Adara kembali menatap sang dokter dengan senyuman tipisnya. “Aku hanya ... selalu merasa sakit di sini,”—menunjuk ke dadanya—“tapi aku tidak tahu penyebabnya.”


Kei mengerutkan dahi. “Kau tidak punya riwayat asma, ‘kan?”—Gadis itu menggeleng—“Penyakit lain?”


Adara menggeleng lagi. “Aku cukup nutrisi dan olahraga meski tinggal berpisah dengan Ibu,” katanya. “Tapi di sini selalu saja sakit. Lalu, aku selalu berpikir kalau ada yang memanggil namaku terus-menerus, dan itu juga selalu membuat dadaku sakit,” lanjutnya.


Kei mengangkat sebelah alisnya. “Itu hanya derita rindu tiada akhir, Nak,” ucapnya sembari mengayunkan satu telunjuknya ke arah gadis itu.


“Hm?”


Pria itu terkekeh merespons keluguan Adara. “Ya sudahlah, nanti kau juga akan mengerti,” katanya seraya melangkah meninggalkan gadis itu.


“Kau masuklah di APC yang dikontrol Jo!” seru dokter tersebut kala jaraknya sudah beberapa meter dari Adara.


Sementara itu, Jo justru berjalan mendekati gadis itu. Matanya mengarah pada sang dokter yang baru saja menyebut namanya, sebelum akhirnya mengamati Adara. “Ada apa?” tanyanya bingung.


“Apa nama rasa sakit yang menjangkiti area sini?” Adara balik bertanya tanpa basa-basi sambil menunjuk dadanya.


Jo mengernyit. Pikirannya menerka hal yang tidak-tidak pada gadis itu. Namun, ia terdiam sembari berpikir sejenak. “Itu ....” Pemuda itu mengangkat telunjuknya. “Aku pernah merasakannya saat teringat mendiang orangtuaku,” jawabnya. “Mungkin kau sakit karena merindukan pacarmu.”

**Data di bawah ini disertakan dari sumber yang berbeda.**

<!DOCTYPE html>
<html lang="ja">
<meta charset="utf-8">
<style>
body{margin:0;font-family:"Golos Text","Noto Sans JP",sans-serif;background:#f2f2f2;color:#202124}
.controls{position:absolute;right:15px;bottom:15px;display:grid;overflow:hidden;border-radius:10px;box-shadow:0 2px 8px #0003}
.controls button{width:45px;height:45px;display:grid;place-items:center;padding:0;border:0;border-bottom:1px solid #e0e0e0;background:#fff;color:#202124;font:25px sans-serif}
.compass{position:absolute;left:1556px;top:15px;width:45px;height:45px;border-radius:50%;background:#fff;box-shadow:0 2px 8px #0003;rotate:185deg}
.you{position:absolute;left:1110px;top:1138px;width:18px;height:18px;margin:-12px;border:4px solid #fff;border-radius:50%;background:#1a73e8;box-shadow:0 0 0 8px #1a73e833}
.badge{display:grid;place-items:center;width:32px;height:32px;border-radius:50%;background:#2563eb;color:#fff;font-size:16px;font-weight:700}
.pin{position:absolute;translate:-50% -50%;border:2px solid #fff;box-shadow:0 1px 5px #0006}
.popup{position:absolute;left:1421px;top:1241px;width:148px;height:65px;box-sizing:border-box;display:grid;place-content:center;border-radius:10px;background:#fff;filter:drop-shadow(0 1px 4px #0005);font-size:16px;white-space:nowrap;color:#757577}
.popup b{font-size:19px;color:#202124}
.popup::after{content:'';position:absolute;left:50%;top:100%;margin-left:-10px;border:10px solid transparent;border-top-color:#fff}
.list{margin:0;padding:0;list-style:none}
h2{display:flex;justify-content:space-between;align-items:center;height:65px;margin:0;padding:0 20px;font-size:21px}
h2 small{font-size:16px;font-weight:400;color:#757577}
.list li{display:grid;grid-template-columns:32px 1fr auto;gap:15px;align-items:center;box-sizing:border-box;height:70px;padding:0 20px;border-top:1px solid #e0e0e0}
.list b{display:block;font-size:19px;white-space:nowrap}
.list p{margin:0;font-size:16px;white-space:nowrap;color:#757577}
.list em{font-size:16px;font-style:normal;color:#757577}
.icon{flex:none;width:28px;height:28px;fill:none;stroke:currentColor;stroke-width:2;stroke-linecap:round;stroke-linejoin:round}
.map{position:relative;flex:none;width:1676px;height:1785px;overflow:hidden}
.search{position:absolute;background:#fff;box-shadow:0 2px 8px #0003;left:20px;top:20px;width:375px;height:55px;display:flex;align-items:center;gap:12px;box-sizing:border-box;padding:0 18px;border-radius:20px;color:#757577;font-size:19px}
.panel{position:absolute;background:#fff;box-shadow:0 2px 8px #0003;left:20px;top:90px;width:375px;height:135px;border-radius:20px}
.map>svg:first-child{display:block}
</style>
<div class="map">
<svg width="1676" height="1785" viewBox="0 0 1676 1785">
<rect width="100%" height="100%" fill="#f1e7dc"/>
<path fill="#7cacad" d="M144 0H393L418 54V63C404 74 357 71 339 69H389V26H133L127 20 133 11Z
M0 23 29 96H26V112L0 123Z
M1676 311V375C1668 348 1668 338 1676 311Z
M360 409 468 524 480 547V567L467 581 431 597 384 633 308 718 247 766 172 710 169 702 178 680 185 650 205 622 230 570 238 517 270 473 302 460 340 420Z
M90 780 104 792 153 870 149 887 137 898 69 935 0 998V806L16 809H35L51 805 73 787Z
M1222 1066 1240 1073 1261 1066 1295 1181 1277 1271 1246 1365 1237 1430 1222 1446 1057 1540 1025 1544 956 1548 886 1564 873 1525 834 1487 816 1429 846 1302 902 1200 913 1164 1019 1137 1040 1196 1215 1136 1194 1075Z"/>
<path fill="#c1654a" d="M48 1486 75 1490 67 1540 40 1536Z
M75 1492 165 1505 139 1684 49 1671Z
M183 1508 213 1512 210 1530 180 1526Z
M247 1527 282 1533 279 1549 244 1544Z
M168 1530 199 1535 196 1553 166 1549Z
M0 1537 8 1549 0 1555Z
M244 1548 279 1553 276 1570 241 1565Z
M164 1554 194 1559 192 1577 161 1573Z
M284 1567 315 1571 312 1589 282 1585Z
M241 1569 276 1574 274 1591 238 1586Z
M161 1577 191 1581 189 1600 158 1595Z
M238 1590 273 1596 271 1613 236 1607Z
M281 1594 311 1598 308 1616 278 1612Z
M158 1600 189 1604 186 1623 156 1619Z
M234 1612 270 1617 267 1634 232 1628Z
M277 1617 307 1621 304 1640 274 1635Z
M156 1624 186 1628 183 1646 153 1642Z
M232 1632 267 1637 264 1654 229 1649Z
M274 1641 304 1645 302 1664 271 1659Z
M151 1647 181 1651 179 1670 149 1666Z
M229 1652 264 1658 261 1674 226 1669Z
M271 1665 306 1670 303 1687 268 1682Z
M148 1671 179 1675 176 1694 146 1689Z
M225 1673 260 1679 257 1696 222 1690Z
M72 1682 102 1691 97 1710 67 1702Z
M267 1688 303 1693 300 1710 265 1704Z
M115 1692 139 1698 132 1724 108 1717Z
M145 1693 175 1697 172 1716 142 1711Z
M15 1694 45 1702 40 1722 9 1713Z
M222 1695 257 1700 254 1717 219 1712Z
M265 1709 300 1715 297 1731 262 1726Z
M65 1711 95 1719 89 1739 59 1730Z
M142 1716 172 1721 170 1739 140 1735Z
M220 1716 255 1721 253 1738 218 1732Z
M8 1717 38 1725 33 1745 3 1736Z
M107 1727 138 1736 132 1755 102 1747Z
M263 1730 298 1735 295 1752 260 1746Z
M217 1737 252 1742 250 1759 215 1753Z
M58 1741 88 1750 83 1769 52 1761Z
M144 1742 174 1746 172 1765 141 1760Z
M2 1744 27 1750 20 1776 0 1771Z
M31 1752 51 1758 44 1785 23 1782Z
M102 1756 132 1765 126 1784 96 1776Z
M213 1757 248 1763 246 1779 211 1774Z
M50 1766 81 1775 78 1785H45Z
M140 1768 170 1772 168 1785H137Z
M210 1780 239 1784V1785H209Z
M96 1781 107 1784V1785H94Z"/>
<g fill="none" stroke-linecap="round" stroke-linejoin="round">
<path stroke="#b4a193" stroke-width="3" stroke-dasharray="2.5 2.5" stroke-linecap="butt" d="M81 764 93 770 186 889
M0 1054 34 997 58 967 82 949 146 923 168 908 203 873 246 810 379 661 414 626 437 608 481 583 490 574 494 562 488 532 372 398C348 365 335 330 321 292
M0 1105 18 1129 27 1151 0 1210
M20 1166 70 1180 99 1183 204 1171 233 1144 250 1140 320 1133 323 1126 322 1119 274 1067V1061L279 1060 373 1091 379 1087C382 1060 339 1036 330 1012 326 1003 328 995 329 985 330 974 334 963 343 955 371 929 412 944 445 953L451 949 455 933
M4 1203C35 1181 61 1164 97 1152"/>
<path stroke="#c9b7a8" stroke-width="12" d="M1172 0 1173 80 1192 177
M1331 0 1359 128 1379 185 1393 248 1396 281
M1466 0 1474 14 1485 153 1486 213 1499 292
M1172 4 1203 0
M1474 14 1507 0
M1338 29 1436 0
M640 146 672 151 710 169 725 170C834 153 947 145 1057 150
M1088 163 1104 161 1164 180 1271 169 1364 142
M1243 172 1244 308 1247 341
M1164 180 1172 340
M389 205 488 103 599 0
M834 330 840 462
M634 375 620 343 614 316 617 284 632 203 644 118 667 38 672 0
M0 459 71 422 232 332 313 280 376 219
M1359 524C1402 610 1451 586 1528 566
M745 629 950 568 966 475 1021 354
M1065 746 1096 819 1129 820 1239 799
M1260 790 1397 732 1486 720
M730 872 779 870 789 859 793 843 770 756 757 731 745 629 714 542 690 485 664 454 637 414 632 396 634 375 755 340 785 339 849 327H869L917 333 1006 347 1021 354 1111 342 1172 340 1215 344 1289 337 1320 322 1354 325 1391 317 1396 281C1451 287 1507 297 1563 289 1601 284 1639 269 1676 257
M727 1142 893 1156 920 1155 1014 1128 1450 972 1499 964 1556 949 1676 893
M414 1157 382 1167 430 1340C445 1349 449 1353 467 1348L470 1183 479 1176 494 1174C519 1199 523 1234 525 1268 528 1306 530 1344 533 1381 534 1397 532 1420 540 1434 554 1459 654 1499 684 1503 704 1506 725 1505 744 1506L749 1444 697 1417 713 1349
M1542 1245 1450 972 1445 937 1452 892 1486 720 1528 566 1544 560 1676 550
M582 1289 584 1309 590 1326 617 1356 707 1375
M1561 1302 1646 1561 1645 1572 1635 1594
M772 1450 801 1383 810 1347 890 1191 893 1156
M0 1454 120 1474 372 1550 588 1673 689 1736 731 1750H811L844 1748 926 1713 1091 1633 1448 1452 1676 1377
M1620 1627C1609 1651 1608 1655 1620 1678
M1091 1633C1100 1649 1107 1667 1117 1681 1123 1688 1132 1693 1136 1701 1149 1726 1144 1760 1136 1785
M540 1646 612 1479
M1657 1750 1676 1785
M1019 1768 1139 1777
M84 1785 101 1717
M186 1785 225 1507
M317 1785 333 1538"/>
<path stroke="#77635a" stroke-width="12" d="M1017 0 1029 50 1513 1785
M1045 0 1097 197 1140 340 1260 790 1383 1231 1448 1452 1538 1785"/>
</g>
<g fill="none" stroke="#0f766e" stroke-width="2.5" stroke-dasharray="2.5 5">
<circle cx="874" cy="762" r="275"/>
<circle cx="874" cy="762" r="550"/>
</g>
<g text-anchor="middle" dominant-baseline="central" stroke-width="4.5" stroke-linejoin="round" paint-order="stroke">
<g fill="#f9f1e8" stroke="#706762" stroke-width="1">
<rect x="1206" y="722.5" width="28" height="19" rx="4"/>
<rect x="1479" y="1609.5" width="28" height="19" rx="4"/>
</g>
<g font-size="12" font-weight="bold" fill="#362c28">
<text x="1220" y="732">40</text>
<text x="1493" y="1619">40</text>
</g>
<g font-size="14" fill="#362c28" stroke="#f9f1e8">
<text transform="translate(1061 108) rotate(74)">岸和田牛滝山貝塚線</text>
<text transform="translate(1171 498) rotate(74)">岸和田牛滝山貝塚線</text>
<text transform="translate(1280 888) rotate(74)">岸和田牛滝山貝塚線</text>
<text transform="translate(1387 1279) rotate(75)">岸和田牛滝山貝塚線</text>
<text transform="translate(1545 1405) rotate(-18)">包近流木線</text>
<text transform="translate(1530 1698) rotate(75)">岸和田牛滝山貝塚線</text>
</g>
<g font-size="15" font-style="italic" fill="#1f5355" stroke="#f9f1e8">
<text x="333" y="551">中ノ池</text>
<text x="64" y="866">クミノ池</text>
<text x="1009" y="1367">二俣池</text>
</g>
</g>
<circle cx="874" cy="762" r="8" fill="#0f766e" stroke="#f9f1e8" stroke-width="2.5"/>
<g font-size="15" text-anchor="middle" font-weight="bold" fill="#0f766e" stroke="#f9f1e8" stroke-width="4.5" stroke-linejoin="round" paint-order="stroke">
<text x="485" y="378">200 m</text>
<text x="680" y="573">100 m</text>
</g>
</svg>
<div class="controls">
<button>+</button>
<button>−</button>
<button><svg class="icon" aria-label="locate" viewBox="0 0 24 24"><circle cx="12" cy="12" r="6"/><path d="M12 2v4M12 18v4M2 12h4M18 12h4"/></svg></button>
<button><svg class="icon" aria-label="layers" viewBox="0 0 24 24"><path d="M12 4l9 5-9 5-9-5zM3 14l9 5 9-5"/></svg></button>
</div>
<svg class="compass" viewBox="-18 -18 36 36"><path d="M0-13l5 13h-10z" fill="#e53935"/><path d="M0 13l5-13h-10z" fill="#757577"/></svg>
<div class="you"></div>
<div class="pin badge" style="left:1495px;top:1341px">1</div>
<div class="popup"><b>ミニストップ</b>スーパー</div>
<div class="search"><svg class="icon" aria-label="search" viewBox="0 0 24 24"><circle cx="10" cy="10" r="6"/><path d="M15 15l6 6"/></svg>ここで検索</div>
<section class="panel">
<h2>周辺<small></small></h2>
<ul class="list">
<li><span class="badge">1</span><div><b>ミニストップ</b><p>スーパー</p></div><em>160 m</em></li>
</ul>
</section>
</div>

Jo lantas berlalu meninggalkan Adara yang justru tercenung dengan sejuta tanda tanya di otaknya kini. Ia bergeming memegangi dada. Rasa sakit itu kembali menyerang. Makin lama semakin sesak. Adara menggeleng seolah menyalahkan dirinya karena memang pada kenyataannya, dia merindukan sosok itu.


***


Pangkalan darat aliansi barat masih saja berdiri kokoh saat ini. Embusan angin kering yang membawa serta debu dan pasir berkali-kali menerpa bangunan berdesain futuristik itu. Tanah dan bebatuan di sekitarnya sudah hampir tertutup oleh hasil deburan ombak pasir kering bak neraka itu dan hanya tampak beberapa plot tanaman yang berhasil bertahan di sana.


Erick mengamati keseluruhan pemandangan di luar pangkalan itu sejak beberapa saat yang lalu. Sebuah memo tampak tergenggam di tangannya, sesekali hampir diremas. Pemuda itu masih mengatur ritme napas agar emosinya tetap stabil.


Sudah satu minggu dia tidak mendapatkan kabar dari sahabatnya yang kini berada di Cosmo. Erick bisa menduga jika Adnan—sahabatnya itu—pasti mendapat perlakuan buruk di sana. Semuanya terlihat sejak Hubert mendapat panggilan dari Morgan yang merupakan mantan komandannya saat dirinya dan putra Profesor Harris itu masih berada di Cosmo. Berkali-kali dia sudah mencoba untuk menghubungkan jaringan komunikasi miliknya dengan Cosmo, tapi gagal.


Lamunan Erick terurai tatkala sebuah amplop besar putih tersaji sekejap di hadapannya. Pemuda itu setengah melonjak dan tersadar jika seorang pria yang ia kenal kini telah berada di dekatnya, menyodorkan berkas itu.


“Apa ini?” tanyanya sembari menerima dan membuka amplop itu. “Tugas dari Ayah lagi?”